Stored data –
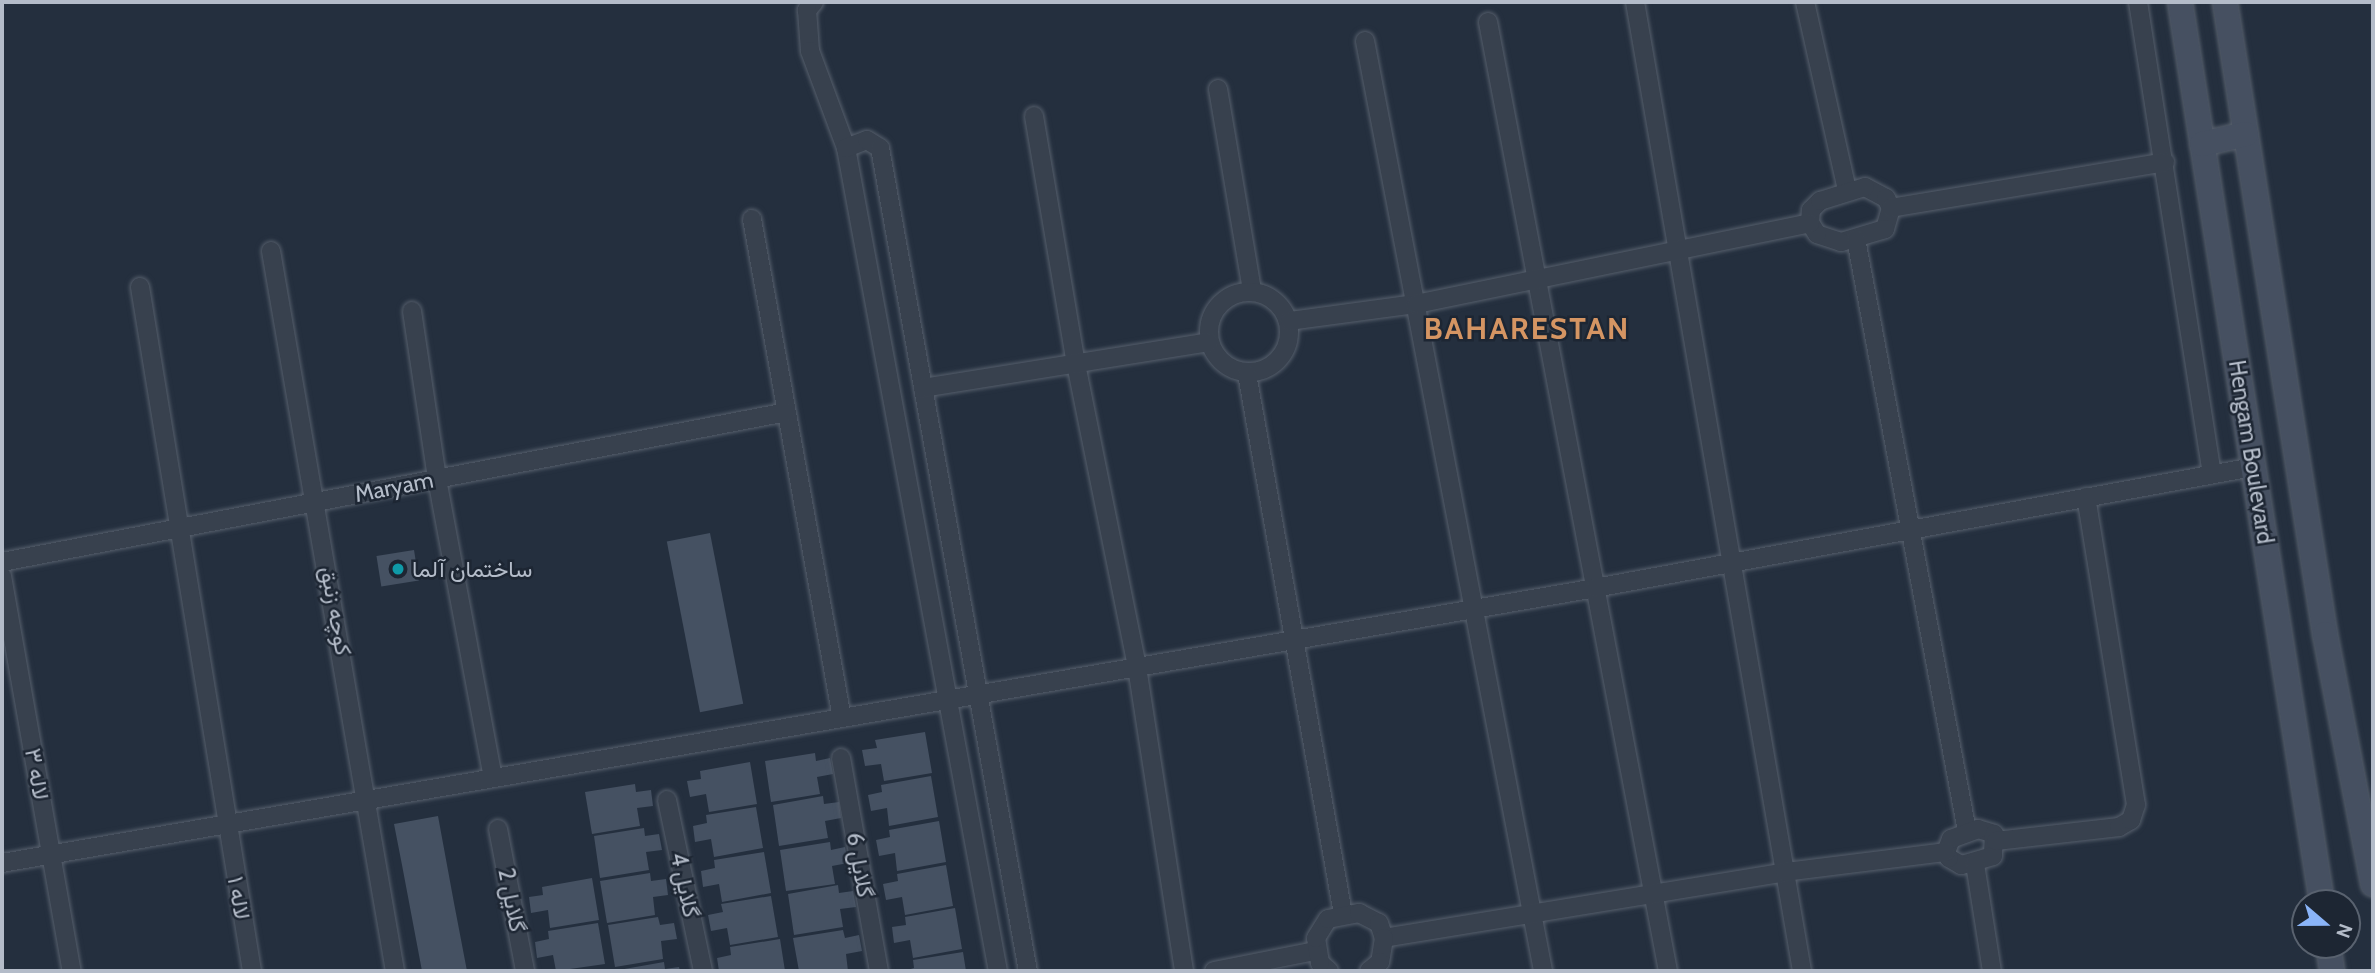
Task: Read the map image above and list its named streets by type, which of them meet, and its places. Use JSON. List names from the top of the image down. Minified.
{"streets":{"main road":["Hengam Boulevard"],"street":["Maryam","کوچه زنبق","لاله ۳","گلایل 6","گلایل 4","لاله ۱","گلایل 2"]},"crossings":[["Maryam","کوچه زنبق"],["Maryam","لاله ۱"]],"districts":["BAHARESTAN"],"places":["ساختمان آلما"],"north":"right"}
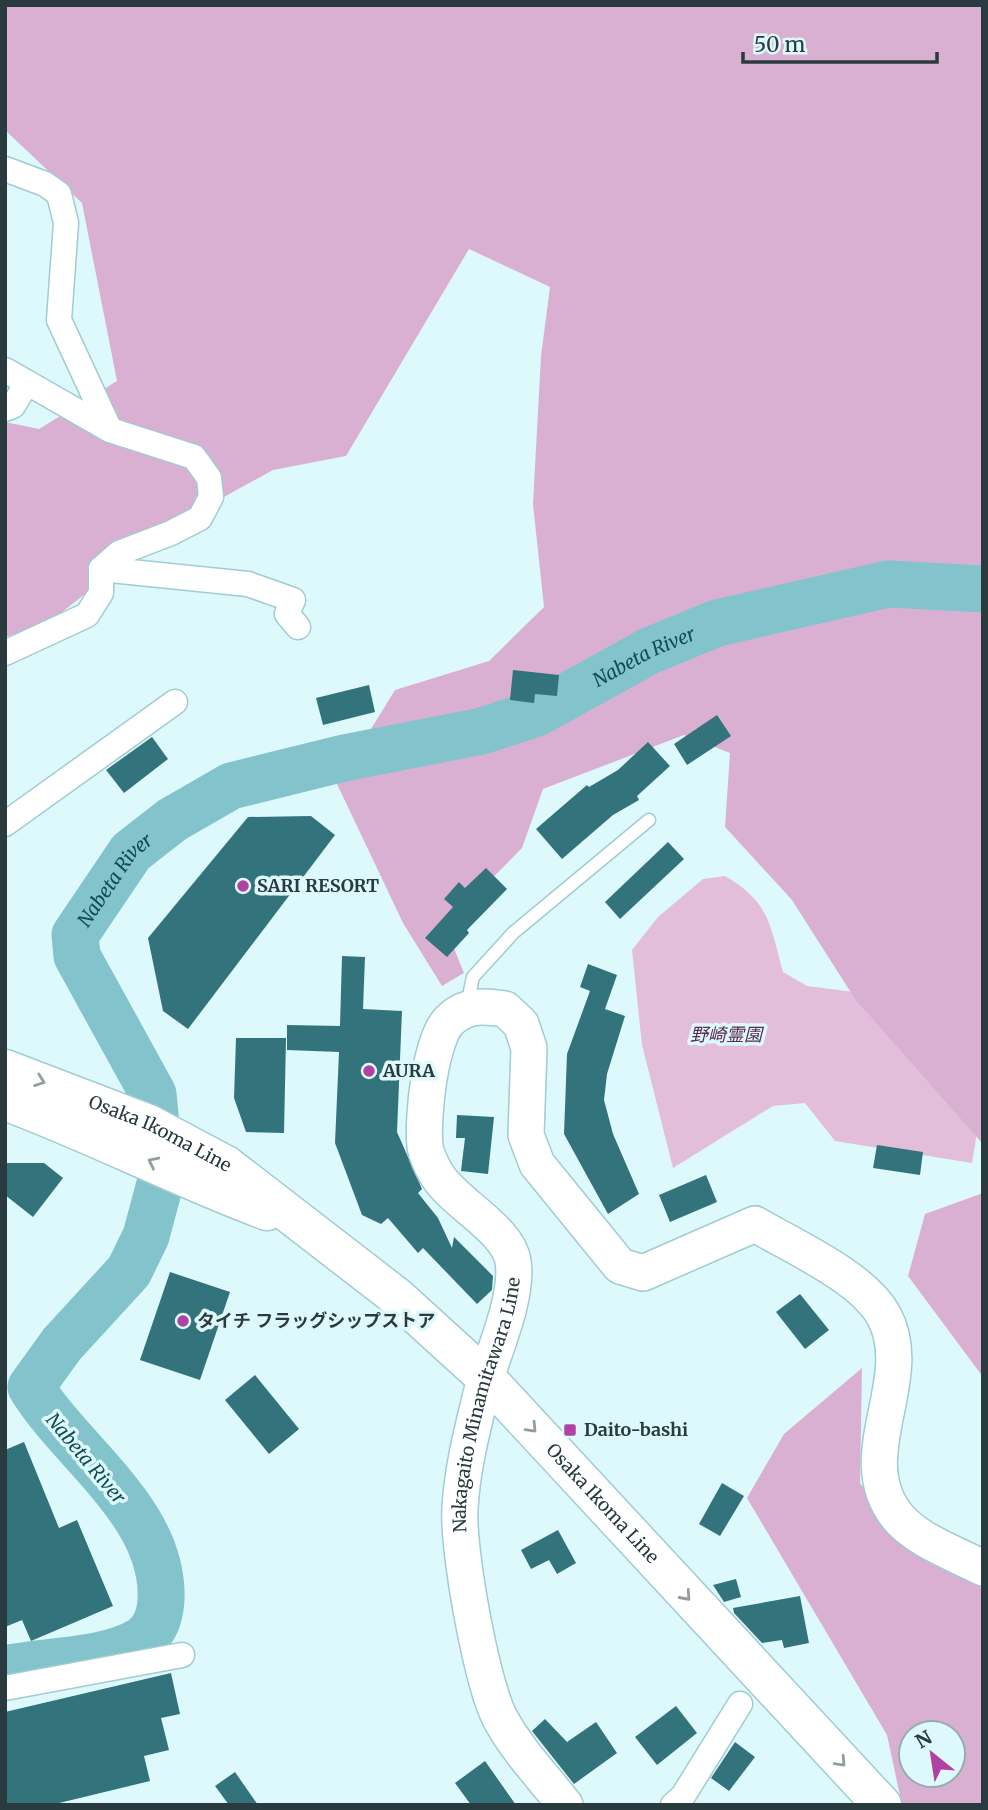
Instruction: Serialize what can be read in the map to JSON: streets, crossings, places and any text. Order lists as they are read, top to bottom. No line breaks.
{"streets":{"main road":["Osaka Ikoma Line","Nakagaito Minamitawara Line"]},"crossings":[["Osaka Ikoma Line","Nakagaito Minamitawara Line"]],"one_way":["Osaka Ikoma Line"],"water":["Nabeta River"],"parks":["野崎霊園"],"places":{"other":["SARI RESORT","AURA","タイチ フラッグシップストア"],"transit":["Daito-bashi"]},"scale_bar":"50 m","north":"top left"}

Activity – Nothing but the pictures should be left out when the listing is repeated exactly.

Output –
Task: Read the map image above and list its named streets by type, which of them meet, and its places. Use JSON. List names from the top of the image down. Minified.
{"streets":{"main road":["Hengam Boulevard"],"street":["Maryam","کوچه زنبق","لاله ۳","گلایل 6","گلایل 4","لاله ۱","گلایل 2"]},"crossings":[["Maryam","کوچه زنبق"],["Maryam","لاله ۱"]],"districts":["BAHARESTAN"],"places":["ساختمان آلما"],"north":"right"}
Instruction: Serialize what can be read in the map to JSON: streets, crossings, places and any text. Order lists as they are read, top to bottom. No line breaks.
{"streets":{"main road":["Osaka Ikoma Line","Nakagaito Minamitawara Line"]},"crossings":[["Osaka Ikoma Line","Nakagaito Minamitawara Line"]],"one_way":["Osaka Ikoma Line"],"water":["Nabeta River"],"parks":["野崎霊園"],"places":{"other":["SARI RESORT","AURA","タイチ フラッグシップストア"],"transit":["Daito-bashi"]},"scale_bar":"50 m","north":"top left"}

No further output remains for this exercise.